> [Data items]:
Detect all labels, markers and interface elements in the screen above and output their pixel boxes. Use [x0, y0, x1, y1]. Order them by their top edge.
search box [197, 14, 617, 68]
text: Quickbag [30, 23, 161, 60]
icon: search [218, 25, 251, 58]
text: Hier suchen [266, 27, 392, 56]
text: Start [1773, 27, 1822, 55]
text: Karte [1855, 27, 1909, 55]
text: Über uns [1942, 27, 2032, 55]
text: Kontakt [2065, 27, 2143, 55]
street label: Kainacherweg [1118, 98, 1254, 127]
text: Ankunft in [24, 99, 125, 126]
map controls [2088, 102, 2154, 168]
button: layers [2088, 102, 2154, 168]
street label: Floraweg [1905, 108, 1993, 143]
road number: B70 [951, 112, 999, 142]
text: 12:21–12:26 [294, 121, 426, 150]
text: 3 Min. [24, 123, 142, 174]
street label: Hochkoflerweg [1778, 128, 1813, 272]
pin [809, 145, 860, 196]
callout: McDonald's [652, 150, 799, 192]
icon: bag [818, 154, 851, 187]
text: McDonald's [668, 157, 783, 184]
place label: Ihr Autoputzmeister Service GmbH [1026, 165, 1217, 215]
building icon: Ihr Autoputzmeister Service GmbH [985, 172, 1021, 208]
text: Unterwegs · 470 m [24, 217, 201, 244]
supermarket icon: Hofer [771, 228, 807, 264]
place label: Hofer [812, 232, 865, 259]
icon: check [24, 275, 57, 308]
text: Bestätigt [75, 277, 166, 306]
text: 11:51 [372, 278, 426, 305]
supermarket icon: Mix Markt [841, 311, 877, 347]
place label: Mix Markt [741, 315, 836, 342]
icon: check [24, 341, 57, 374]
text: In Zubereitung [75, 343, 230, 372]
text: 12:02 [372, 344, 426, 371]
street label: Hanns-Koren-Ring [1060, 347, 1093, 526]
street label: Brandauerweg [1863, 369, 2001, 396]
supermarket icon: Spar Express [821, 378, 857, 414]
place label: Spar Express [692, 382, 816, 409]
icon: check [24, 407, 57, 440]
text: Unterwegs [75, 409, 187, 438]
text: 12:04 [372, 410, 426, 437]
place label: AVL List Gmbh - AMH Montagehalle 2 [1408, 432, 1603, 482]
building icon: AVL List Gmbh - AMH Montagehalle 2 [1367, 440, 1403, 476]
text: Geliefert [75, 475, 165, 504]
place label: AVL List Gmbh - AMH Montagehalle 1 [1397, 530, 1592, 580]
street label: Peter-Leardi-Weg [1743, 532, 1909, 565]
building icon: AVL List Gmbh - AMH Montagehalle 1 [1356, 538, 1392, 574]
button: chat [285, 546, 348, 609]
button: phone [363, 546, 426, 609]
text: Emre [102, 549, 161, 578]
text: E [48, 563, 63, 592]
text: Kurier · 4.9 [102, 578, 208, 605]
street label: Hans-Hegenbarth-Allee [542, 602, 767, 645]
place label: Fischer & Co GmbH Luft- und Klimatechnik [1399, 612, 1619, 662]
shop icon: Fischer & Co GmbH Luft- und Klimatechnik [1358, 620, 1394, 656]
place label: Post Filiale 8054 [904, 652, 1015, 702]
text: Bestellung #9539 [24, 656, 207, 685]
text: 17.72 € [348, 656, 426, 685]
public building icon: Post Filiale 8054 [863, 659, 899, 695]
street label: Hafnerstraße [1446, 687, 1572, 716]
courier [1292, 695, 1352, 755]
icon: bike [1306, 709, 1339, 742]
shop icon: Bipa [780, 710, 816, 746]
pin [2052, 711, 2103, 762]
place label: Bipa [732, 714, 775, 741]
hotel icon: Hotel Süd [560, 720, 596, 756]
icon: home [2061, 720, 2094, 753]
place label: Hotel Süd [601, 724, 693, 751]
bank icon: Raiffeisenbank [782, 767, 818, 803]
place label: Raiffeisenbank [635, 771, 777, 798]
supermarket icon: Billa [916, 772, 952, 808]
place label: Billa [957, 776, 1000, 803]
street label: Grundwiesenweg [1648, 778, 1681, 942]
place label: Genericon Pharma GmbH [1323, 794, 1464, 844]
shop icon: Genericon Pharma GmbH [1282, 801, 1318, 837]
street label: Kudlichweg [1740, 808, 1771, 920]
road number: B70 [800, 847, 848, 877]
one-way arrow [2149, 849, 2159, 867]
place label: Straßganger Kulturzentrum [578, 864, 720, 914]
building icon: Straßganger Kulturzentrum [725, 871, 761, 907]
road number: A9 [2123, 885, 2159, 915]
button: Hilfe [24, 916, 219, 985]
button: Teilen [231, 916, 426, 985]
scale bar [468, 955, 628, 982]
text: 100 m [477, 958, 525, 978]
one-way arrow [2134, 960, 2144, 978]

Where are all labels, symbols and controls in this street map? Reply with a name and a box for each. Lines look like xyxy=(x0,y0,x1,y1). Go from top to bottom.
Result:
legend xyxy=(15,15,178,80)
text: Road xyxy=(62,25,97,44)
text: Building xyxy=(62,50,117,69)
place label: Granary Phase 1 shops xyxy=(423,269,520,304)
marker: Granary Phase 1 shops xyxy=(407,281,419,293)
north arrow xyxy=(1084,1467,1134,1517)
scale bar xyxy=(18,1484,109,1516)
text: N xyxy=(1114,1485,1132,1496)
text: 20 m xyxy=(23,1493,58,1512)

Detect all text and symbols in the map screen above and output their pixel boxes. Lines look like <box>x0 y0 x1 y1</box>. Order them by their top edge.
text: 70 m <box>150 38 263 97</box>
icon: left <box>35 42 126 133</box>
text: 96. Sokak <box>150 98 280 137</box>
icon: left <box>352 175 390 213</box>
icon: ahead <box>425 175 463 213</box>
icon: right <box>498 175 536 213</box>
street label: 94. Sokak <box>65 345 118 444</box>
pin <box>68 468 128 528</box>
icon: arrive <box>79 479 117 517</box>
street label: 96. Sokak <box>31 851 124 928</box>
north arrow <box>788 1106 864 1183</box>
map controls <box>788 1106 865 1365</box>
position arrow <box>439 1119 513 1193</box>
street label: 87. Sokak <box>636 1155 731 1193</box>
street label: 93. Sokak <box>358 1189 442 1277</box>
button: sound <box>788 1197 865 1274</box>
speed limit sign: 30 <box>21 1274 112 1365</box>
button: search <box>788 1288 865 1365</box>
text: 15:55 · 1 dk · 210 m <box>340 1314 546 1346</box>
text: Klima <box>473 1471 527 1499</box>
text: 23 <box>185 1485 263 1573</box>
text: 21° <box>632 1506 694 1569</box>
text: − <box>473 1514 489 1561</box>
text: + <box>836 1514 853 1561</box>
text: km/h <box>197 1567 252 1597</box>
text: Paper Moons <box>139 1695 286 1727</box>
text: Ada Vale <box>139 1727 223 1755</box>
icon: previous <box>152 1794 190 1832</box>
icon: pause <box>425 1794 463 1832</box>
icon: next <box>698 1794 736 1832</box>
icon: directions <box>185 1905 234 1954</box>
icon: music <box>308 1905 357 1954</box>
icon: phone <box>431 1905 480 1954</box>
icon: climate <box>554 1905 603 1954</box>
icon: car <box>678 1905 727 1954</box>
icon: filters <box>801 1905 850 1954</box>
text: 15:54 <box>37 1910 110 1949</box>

> [EXERCISE DIRECTIONS]: Each line of the data is to be transcribed exactly.

> [EXERCISE SOLUTION]:
Detect all labels, markers and interface elements in the screen above and output their pixel boxes. Use [x0, y0, x1, y1]. Order them by their top edge.
search box [197, 14, 617, 68]
text: Quickbag [30, 23, 161, 60]
icon: search [218, 25, 251, 58]
text: Hier suchen [266, 27, 392, 56]
text: Start [1773, 27, 1822, 55]
text: Karte [1855, 27, 1909, 55]
text: Über uns [1942, 27, 2032, 55]
text: Kontakt [2065, 27, 2143, 55]
street label: Kainacherweg [1118, 98, 1254, 127]
text: Ankunft in [24, 99, 125, 126]
map controls [2088, 102, 2154, 168]
button: layers [2088, 102, 2154, 168]
street label: Floraweg [1905, 108, 1993, 143]
road number: B70 [951, 112, 999, 142]
text: 12:21–12:26 [294, 121, 426, 150]
text: 3 Min. [24, 123, 142, 174]
street label: Hochkoflerweg [1778, 128, 1813, 272]
pin [809, 145, 860, 196]
callout: McDonald's [652, 150, 799, 192]
icon: bag [818, 154, 851, 187]
text: McDonald's [668, 157, 783, 184]
place label: Ihr Autoputzmeister Service GmbH [1026, 165, 1217, 215]
building icon: Ihr Autoputzmeister Service GmbH [985, 172, 1021, 208]
text: Unterwegs · 470 m [24, 217, 201, 244]
supermarket icon: Hofer [771, 228, 807, 264]
place label: Hofer [812, 232, 865, 259]
icon: check [24, 275, 57, 308]
text: Bestätigt [75, 277, 166, 306]
text: 11:51 [372, 278, 426, 305]
supermarket icon: Mix Markt [841, 311, 877, 347]
place label: Mix Markt [741, 315, 836, 342]
icon: check [24, 341, 57, 374]
text: In Zubereitung [75, 343, 230, 372]
text: 12:02 [372, 344, 426, 371]
street label: Hanns-Koren-Ring [1060, 347, 1093, 526]
street label: Brandauerweg [1863, 369, 2001, 396]
supermarket icon: Spar Express [821, 378, 857, 414]
place label: Spar Express [692, 382, 816, 409]
icon: check [24, 407, 57, 440]
text: Unterwegs [75, 409, 187, 438]
text: 12:04 [372, 410, 426, 437]
place label: AVL List Gmbh - AMH Montagehalle 2 [1408, 432, 1603, 482]
building icon: AVL List Gmbh - AMH Montagehalle 2 [1367, 440, 1403, 476]
text: Geliefert [75, 475, 165, 504]
place label: AVL List Gmbh - AMH Montagehalle 1 [1397, 530, 1592, 580]
street label: Peter-Leardi-Weg [1743, 532, 1909, 565]
building icon: AVL List Gmbh - AMH Montagehalle 1 [1356, 538, 1392, 574]
button: chat [285, 546, 348, 609]
button: phone [363, 546, 426, 609]
text: Emre [102, 549, 161, 578]
text: E [48, 563, 63, 592]
text: Kurier · 4.9 [102, 578, 208, 605]
street label: Hans-Hegenbarth-Allee [542, 602, 767, 645]
place label: Fischer & Co GmbH Luft- und Klimatechnik [1399, 612, 1619, 662]
shop icon: Fischer & Co GmbH Luft- und Klimatechnik [1358, 620, 1394, 656]
place label: Post Filiale 8054 [904, 652, 1015, 702]
text: Bestellung #9539 [24, 656, 207, 685]
text: 17.72 € [348, 656, 426, 685]
public building icon: Post Filiale 8054 [863, 659, 899, 695]
street label: Hafnerstraße [1446, 687, 1572, 716]
courier [1292, 695, 1352, 755]
icon: bike [1306, 709, 1339, 742]
shop icon: Bipa [780, 710, 816, 746]
pin [2052, 711, 2103, 762]
place label: Bipa [732, 714, 775, 741]
hotel icon: Hotel Süd [560, 720, 596, 756]
icon: home [2061, 720, 2094, 753]
place label: Hotel Süd [601, 724, 693, 751]
bank icon: Raiffeisenbank [782, 767, 818, 803]
place label: Raiffeisenbank [635, 771, 777, 798]
supermarket icon: Billa [916, 772, 952, 808]
place label: Billa [957, 776, 1000, 803]
street label: Grundwiesenweg [1648, 778, 1681, 942]
place label: Genericon Pharma GmbH [1323, 794, 1464, 844]
shop icon: Genericon Pharma GmbH [1282, 801, 1318, 837]
street label: Kudlichweg [1740, 808, 1771, 920]
road number: B70 [800, 847, 848, 877]
one-way arrow [2149, 849, 2159, 867]
place label: Straßganger Kulturzentrum [578, 864, 720, 914]
building icon: Straßganger Kulturzentrum [725, 871, 761, 907]
road number: A9 [2123, 885, 2159, 915]
button: Hilfe [24, 916, 219, 985]
button: Teilen [231, 916, 426, 985]
scale bar [468, 955, 628, 982]
text: 100 m [477, 958, 525, 978]
one-way arrow [2134, 960, 2144, 978]

Where are all labels, symbols and controls in this street map? Reply with a name and a box for each. Lines look like xyxy=(x0,y0,x1,y1). Go from top to bottom.
Result:
legend xyxy=(15,15,178,80)
text: Road xyxy=(62,25,97,44)
text: Building xyxy=(62,50,117,69)
place label: Granary Phase 1 shops xyxy=(423,269,520,304)
marker: Granary Phase 1 shops xyxy=(407,281,419,293)
north arrow xyxy=(1084,1467,1134,1517)
scale bar xyxy=(18,1484,109,1516)
text: N xyxy=(1114,1485,1132,1496)
text: 20 m xyxy=(23,1493,58,1512)

Detect all text and symbols in the map screen above and output their pixel boxes. Lines look like <box>x0 y0 x1 y1</box>. Order them by their top edge.
text: 70 m <box>150 38 263 97</box>
icon: left <box>35 42 126 133</box>
text: 96. Sokak <box>150 98 280 137</box>
icon: left <box>352 175 390 213</box>
icon: ahead <box>425 175 463 213</box>
icon: right <box>498 175 536 213</box>
street label: 94. Sokak <box>65 345 118 444</box>
pin <box>68 468 128 528</box>
icon: arrive <box>79 479 117 517</box>
street label: 96. Sokak <box>31 851 124 928</box>
north arrow <box>788 1106 864 1183</box>
map controls <box>788 1106 865 1365</box>
position arrow <box>439 1119 513 1193</box>
street label: 87. Sokak <box>636 1155 731 1193</box>
street label: 93. Sokak <box>358 1189 442 1277</box>
button: sound <box>788 1197 865 1274</box>
speed limit sign: 30 <box>21 1274 112 1365</box>
button: search <box>788 1288 865 1365</box>
text: 15:55 · 1 dk · 210 m <box>340 1314 546 1346</box>
text: Klima <box>473 1471 527 1499</box>
text: 23 <box>185 1485 263 1573</box>
text: 21° <box>632 1506 694 1569</box>
text: − <box>473 1514 489 1561</box>
text: + <box>836 1514 853 1561</box>
text: km/h <box>197 1567 252 1597</box>
text: Paper Moons <box>139 1695 286 1727</box>
text: Ada Vale <box>139 1727 223 1755</box>
icon: previous <box>152 1794 190 1832</box>
icon: pause <box>425 1794 463 1832</box>
icon: next <box>698 1794 736 1832</box>
icon: directions <box>185 1905 234 1954</box>
icon: music <box>308 1905 357 1954</box>
icon: phone <box>431 1905 480 1954</box>
icon: climate <box>554 1905 603 1954</box>
icon: car <box>678 1905 727 1954</box>
icon: filters <box>801 1905 850 1954</box>
text: 15:54 <box>37 1910 110 1949</box>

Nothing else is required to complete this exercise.